2) This permanently increases set point, as the size of a fat cell determines the metabolic actions of that fat cell.
3) If body fat mass is reduced to a "normal" level, the body behaves as if it were starved because there are numerous now-hypotrophic white fat cells (that do not function metabolically like a smaller amount of adequately filled fat cells). The result of this is a dramatic decrease in leptin, RMR, and thyroid hormone.

In other words, obesity is CAUSED by insulin and this is why it is a permanent condition - insulin causes new white fat cells to mature and grow sorta like a cancer.

This is why truly obese people look so disproportionate. Some parts of their body may appear "chubby" but then their legs or backside may be 10xs the normal size - it is the action of insulin causing white fat cell hyperplasia, almost like a cancer, the fat cells reproduce in a tumor-like way.

If they attempted to diet down to a normal size, those tumor-like fat cells don't go away. They shrink to a small size and behave starved.

It has little to do with OCs, IMO, and everything to do with grossly excessive amounts of white fat cells secondary to hyperinsulinemia (particularly early life/childhood hyperinsulinemia).

Obesity cannot be cured, it can only be prevented by controlling insulin. I suspect if a study were done (if it were possible to do such a study) where mothers had tightly controlled insulin levels throughout pregnancy, and if this sort of diet/lifestyle were maintained in the children, children of those mothers would have a non-existent chance of obesity.

Trinkwasser said...

More scary stuff here

http://www.ourstolenfuture.org/index.htm

In the days of liberal use of organochlorine pesticides there was a huge reduction in raptor populations as they concentrated the chemicals from their prey. In the UK in recent decades many predatory bird species have bounced back and some are commoner and more widespread than for a very long time.
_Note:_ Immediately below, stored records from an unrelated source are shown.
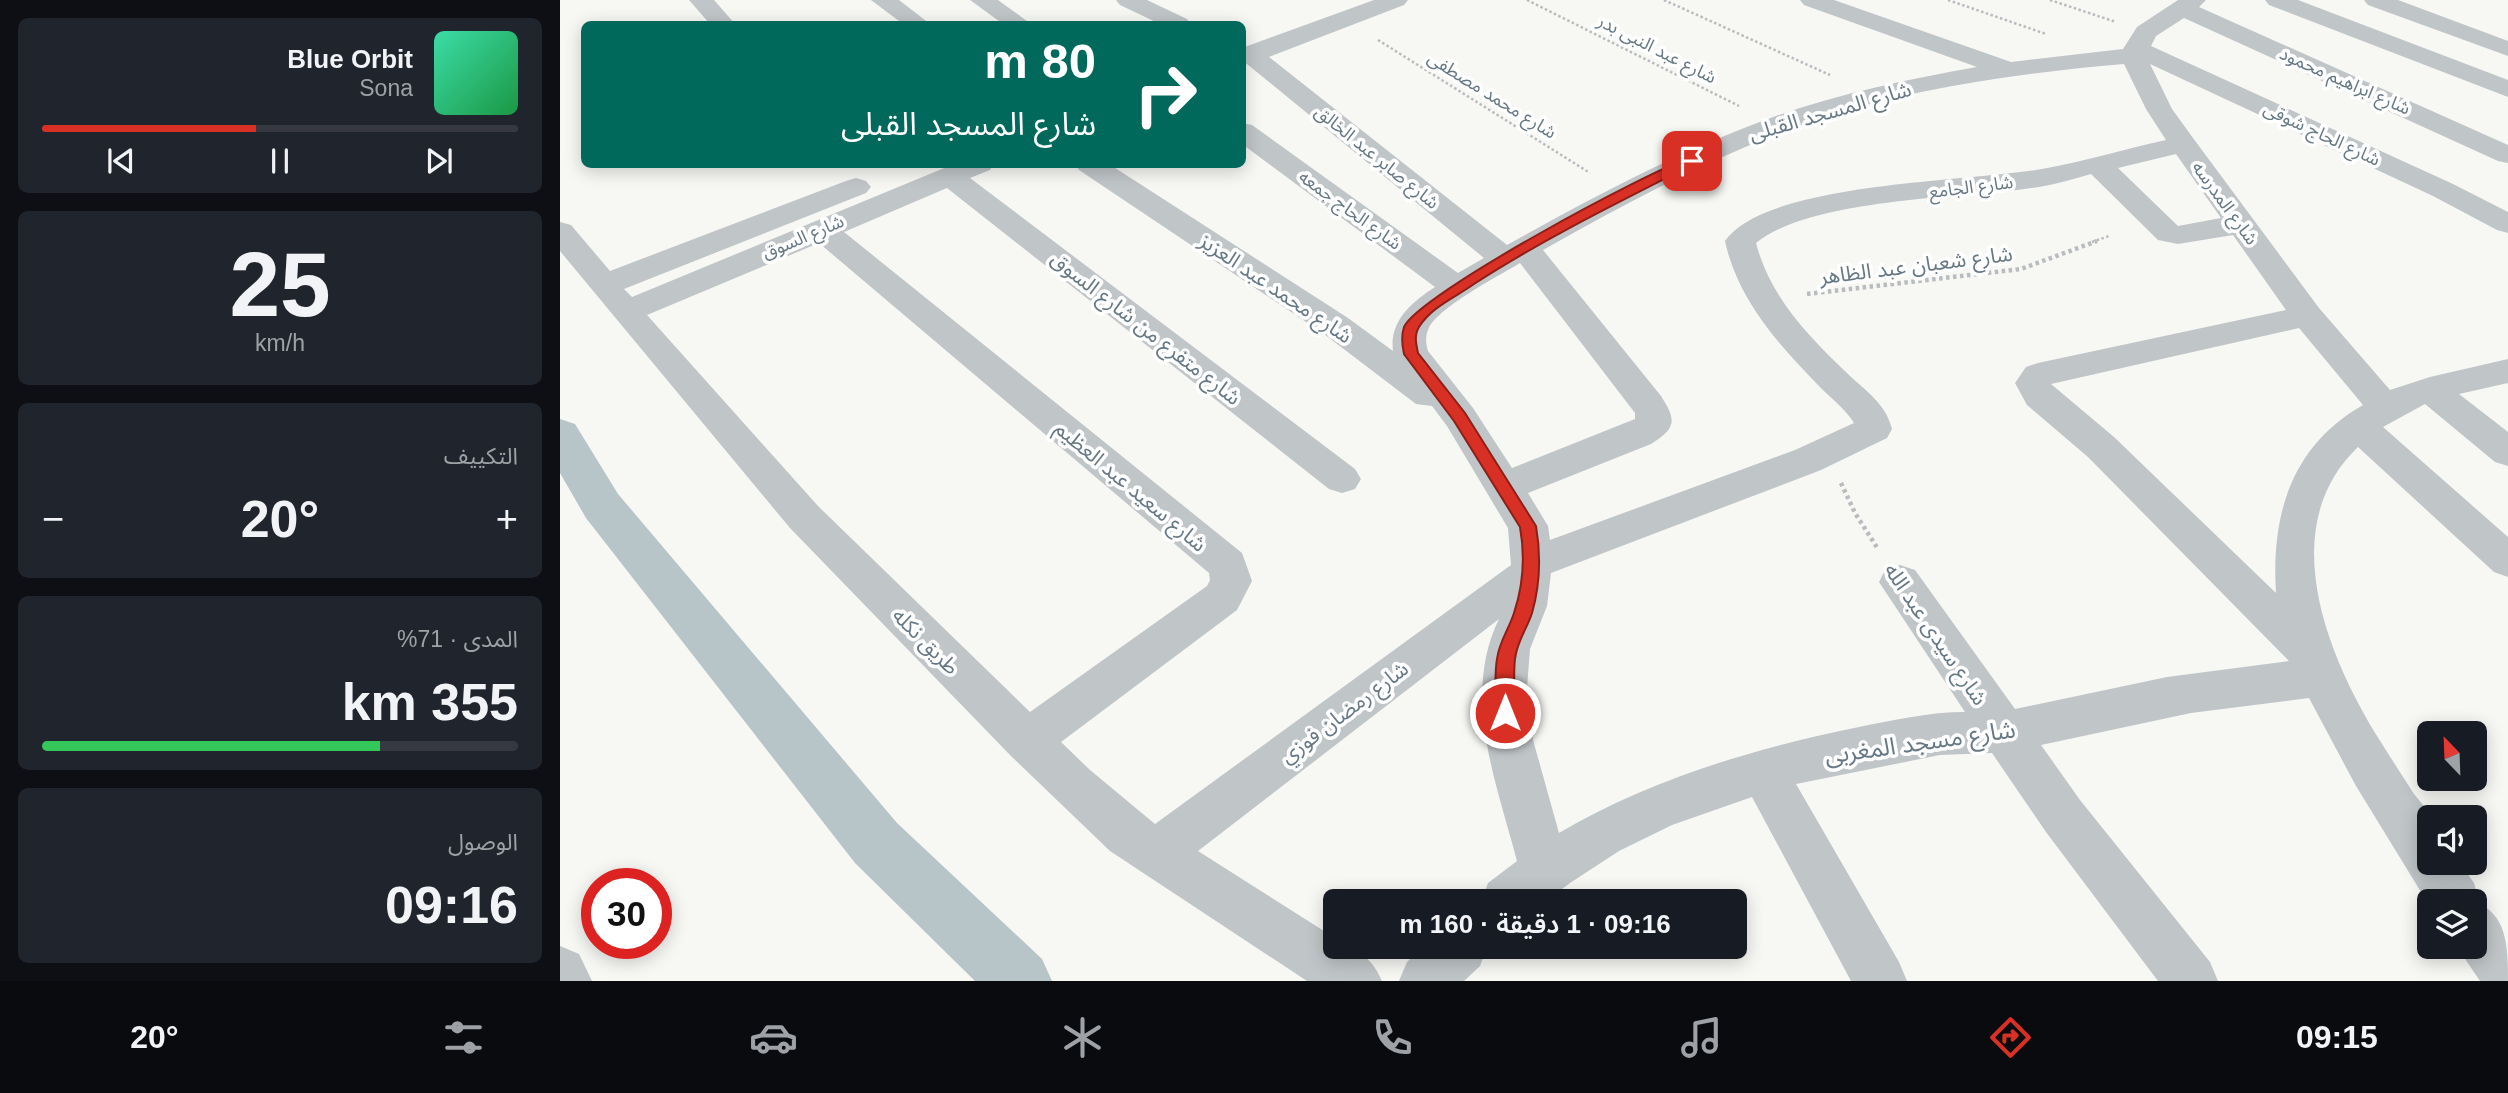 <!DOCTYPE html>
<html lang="ar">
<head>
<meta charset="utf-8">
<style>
	:root { --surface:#171b24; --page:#20242c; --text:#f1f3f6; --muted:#9ea1a6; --line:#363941; --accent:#d93025 }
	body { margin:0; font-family:Arial,"Noto Sans Arabic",sans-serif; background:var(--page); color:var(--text); direction:rtl; height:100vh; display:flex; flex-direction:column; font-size:26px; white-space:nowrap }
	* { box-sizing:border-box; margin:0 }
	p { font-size:23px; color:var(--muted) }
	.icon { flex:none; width:38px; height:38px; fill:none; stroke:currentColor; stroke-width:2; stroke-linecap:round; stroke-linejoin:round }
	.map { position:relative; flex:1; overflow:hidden; direction:ltr }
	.sheet { display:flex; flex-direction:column; gap:18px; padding:18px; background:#0d0f14; width:560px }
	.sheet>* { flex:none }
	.guide { position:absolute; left:21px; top:21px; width:665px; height:147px; border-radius:10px; box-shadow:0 4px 18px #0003; direction:rtl; background:#00695c; color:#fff; overflow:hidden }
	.needle { width:46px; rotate:337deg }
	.buttons { position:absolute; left:1857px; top:721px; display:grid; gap:14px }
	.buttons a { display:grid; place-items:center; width:70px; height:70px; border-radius:10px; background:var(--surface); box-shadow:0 4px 18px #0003; font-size:35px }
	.speed { position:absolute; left:21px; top:868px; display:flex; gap:14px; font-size:35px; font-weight:700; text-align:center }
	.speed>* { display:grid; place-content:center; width:91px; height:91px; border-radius:50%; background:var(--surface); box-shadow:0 4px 18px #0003; line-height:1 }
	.speed .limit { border:10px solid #d22; background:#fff; color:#111 }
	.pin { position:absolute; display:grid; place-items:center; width:60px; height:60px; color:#fff; margin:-30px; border-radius:14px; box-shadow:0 4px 10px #0006 }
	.me { position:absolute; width:77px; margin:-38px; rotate:0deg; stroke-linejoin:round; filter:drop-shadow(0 0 5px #0008) }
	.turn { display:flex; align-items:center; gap:24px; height:147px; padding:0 35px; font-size:32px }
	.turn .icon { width:91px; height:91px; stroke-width:2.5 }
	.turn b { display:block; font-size:49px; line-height:60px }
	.big { font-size:52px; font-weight:600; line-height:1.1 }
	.sheet .tile { flex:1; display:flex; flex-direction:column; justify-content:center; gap:10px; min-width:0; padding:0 24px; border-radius:10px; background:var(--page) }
	.sheet .dial { align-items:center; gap:0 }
	.dial b { font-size:91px; line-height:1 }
	.song { display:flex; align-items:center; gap:21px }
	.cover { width:84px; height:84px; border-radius:10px; background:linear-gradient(135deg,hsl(160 70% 55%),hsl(140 70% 35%)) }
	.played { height:7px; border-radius:4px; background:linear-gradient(90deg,var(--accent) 45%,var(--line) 45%) }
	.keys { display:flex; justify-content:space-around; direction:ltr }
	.heat { display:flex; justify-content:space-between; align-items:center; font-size:38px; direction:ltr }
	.charge { height:10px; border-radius:5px; background:linear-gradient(90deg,#34c759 71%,var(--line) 0) }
	.trip { position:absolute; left:763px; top:889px; width:424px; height:70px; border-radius:10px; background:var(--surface); box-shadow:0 4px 18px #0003; font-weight:600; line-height:70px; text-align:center; direction:rtl }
	.tab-bar { display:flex; height:112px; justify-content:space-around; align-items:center; background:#090b0e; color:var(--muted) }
	.tab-bar .icon { width:49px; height:49px }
	.tab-bar .selected { color:var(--accent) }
	.tab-bar b { font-size:32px; color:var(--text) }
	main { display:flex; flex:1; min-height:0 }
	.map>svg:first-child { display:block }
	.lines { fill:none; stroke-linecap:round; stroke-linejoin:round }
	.canal { fill:#b7c4c8; fill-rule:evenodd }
	.path-far1 { stroke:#b8bcbf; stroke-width:2.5; stroke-dasharray:2.5 2.5; stroke-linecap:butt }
	.path { stroke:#b8bcbf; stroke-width:4.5; stroke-dasharray:3.5 3.5; stroke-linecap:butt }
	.minor { fill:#c0c5c8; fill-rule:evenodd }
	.route { fill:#d93025; stroke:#8d1f18; stroke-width:2 }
	.labels { text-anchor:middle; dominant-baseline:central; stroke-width:7; stroke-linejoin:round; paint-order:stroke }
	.far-street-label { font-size:18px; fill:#667885; stroke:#fff }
	.street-label { font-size:21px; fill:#667885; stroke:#fff }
	.near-street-label { font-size:24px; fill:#667885; stroke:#fff }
</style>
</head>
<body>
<main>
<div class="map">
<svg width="1948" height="981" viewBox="0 0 1948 981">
	<rect width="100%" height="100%" fill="#f7f7f4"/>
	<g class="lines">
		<polygon class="canal" points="0,419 15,424 58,494 337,823 482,959 492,981 415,981 295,863 26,518 0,473"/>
		<g class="path-far1">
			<polyline points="967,0 1179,106"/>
			<polyline points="1104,0 1270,75"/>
			<polyline points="1388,0 1486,34"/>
			<polyline points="1490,0 1556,22"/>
			<polyline points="818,40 1030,173"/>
			<polyline points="1532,242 1549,236"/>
		</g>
		<g class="path">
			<polyline points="1247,294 1461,269 1537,241"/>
			<polyline points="1281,483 1295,513 1318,549"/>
		</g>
		<g class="minor">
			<polygon points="129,0 154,0 175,24 150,24"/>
			<polygon points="311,0 339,0 370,24 343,24"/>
			<polygon points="410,0 438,0 471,24 443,24"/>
			<polygon points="556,0 587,0 627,19 630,24 600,24 560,5"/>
			<path d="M814,0H848L844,5L709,57L947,245C1033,197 1123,149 1216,116C1281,93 1349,79 1417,67L1244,5L1240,0H1274L1451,62L1563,49L1577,27L1618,0H1646L1639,7L1948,145V163L1938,161L1624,18L1596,36L1591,46L1893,184L1948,212V233L1937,230L1873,196L1590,64L1612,109L1633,138L1759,308L1830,390L1870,377L1948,359V383L1899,394L1948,432V466L1935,462L1865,404L1823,427L1948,537V577L1934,572L1798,447C1715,526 1766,653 1817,736C1829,755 1841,774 1854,794C1859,800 1866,808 1869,816C1873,827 1869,850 1869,863H1900L1914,883L1920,904C1948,918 1948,950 1948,981H1920L1897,947H1914V901H1869V905L1796,786L1749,698L1631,713L1481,745L1520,800L1650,962L1658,981H1598L1486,832L1432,753L1380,755L1236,784L1339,962L1347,981H1291L1192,797L1112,825L1059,851L1010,883L986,901H921L928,883L957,861C937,784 901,696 939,619L638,851L775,938V947C799,947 813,960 822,981H747L550,851L451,756L230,528L0,251V222L11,225L50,271L286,181L296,178L306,181L311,187L306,193L64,289L72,297L394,164H434L430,170L410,178L795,469L801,479L795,489L782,493L769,489L387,188L284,232L682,553L692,581L677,610L501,742L530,770L595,824L951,565L948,528L887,426L872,406L856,404L764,334L519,170L515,164H549L788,318L833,351C829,321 852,302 875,287L682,144V123L692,125L898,273L924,258L687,64L682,65V48ZM1564,64L1586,109L1606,140C1565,149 1523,162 1482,169C1411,182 1205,182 1165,241C1177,298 1217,343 1257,384C1269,397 1285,408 1294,423L1235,450L990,540L988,526L968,493L1091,444C1116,428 1117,421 1101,396L983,250C1070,201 1161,152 1256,120C1355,87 1461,73 1564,64ZM1616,154L1661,218L1618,226L1558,168ZM1531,174L1598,240L1618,244L1673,235L1726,310L1478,363L1466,367L1455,383L1467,405L1528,457L1729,661L1607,677L1455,709L1355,570L1340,565L1325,570L1319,582L1405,712C1369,712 1334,720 1299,727C1195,748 1091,779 999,833L973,740L967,688L970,649L987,606L991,573L1261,470L1327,438L1332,429C1326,404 1306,391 1289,375C1249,337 1210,297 1196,243C1251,198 1405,198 1479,187C1496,184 1514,179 1531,174ZM259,243L649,573L650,580L647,586L470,712L258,506L87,315ZM960,263L1075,413V419L952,468L913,408L868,351C866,344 865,337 868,330C876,308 939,276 960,263ZM1739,328L1803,405C1731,446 1711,515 1716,593L1554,437L1491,384Z"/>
			<polygon points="1705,0 1738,0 1948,80 1948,97 1709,5"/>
			<polygon points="1804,0 1838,0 1948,41 1948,56 1808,5"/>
			<polygon points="0,946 19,954 32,981 0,981"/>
			<polygon points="863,947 927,947 920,966 904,981 839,981 847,962"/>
		</g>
	</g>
	<path class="route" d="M1132,157L1138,161L1136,163C1061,201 985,238 914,284C896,297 871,307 859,327C854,335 856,344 858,353L905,413L976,526C981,555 980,585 972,613C967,629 957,641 955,659C953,676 955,695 955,713L952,719L945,721L939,719L936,713C936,695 934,676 937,659C939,642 949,629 954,613C963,586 965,555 960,527L894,421L844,354C842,345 841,336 844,327C859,294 1090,170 1132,157Z"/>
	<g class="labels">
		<g class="far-street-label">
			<text transform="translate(1097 49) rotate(27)">شارع عبد النبى بدر</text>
			<text transform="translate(1785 81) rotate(24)">شارع ابراهيم محمود</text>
			<text transform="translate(932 95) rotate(32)">شارع محمد مصطفى</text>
			<text transform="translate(1762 134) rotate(25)">شارع الحاج شوقى</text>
			<text transform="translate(817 157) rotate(39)">شارع صابر عبد الخالق</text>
			<text transform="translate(1411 187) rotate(-7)">شارع الجامع</text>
			<text transform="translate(1665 203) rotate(54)">شارع المدرسه</text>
			<text transform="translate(790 210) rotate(36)">شارع الحاج جمعه</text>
			<text transform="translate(243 237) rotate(-23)">شارع السوق</text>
		</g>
		<g class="street-label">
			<text transform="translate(1270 111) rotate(-16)">شارع المسجد القبلى</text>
			<text transform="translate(1356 265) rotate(-7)">شارع شعبان عبد الظاهر</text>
			<text transform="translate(716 288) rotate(34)">شارع محمد عبد العزيز</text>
			<text transform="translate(586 328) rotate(38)">شارع متفرع من شارع السوق</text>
			<text transform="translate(571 486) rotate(40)">شارع سعيد عبد العظيم</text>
			<text transform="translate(1376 634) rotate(56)">شارع سيدى عبد الله</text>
			<text transform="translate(366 641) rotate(45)">طريق نكله</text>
			<text transform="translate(784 712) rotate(-37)">شارع رمضان فوزي</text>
		</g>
		<g class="near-street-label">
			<text transform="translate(1360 742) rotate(-8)">شارع مسجد المغربى</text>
		</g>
	</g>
</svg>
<div class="buttons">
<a><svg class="needle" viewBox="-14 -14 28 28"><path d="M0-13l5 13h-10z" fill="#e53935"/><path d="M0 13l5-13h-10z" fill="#9ea1a6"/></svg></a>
<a><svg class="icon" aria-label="sound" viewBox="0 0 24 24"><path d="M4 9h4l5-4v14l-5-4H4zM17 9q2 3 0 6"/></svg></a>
<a><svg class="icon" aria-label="layers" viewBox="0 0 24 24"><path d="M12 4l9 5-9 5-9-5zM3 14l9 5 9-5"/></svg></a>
</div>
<div class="speed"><div class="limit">30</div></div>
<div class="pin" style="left:1132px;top:161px;background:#d93025"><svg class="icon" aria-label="arrive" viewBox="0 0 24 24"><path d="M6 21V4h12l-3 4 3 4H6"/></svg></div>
<svg class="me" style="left:945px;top:713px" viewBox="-20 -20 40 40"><circle r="17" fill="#d93025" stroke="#fff" stroke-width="3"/><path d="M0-11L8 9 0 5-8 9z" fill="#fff"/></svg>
<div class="trip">09:16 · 1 دقيقة · 160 m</div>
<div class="guide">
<div class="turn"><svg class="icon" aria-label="right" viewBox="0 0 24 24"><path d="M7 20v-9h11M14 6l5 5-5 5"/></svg><div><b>80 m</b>شارع المسجد القبلى</div></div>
</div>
</div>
<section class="sheet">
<div class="tile">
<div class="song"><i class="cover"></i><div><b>Blue Orbit</b><p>Sona</p></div></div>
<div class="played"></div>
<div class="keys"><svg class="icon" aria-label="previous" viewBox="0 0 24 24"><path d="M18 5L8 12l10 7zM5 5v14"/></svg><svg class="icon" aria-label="pause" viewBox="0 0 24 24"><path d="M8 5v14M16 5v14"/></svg><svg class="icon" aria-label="next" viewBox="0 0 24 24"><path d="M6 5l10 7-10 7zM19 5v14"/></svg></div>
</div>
<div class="tile dial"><b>25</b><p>km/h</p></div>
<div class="tile"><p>التكييف</p>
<div class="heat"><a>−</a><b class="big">20°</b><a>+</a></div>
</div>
<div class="tile"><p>المدى · 71%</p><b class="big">355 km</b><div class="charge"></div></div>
<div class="tile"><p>الوصول</p><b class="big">09:16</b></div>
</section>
</main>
<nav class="tab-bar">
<b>09:15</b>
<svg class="icon selected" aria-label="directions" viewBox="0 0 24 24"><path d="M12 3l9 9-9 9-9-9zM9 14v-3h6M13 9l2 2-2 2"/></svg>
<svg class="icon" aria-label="music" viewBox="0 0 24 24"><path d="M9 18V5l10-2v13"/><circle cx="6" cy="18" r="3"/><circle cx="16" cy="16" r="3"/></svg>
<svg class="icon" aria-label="phone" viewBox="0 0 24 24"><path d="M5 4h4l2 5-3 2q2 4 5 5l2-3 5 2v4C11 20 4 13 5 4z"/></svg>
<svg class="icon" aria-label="climate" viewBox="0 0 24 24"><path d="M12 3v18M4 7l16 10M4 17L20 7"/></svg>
<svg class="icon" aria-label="car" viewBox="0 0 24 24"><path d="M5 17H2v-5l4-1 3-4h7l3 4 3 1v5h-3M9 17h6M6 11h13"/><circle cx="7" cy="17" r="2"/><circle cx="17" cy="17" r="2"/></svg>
<svg class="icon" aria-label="filters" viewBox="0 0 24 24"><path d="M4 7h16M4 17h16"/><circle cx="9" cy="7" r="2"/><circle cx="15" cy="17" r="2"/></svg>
<b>20°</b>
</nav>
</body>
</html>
This suggests that overall in the environment levels of these toxins have fallen significantly.

Most modern agrochemicals are organophosphates, which range from non toxic like glyphosate to extremely toxic like sarin, and including some which sre toxic to insects or fish but not mammals, and also appear to have lesser persistence in the environment.

However tests on their toxicity are done on single chemicals whereas we are probably exposed to low levels of several different types simultaneously. Whether these are also related I don't know.

Personally I blame it all on room odorisers (grins)

LynP said...

..."organochlorine compound" means an organic compound with a covalent carbon-chlorine bond. Splenda, Zoloft and Claritin are all organochlorines because they all have one or more carbon-chlorine covalent bonds in their molecular structures...

Oh rats! Thanks Carolyn *grin* -- now I gotta decide what to do about my allergies IF I chose to eliminate the daily generic Claritin.

Now, I'll have to see if the malto-dextrin formulation in "Just Like Sugar" increases my BG *sigh* and by how much IF i chose to avoid Splenda (why can't I 'learn' to like the taste of Stevia *sigh*).

Why did my maternal side hafta have diabetic genes...why did So FL spray Malathion so often in summer...why did I do whatever it was I did that triggered hyperinsulemia back in the '70s...why have I just learned how pernious stress is in managing my BG...why why why.

Thanks for posting all your research Jennie, it really helps me understand how to manage my particular BG situation.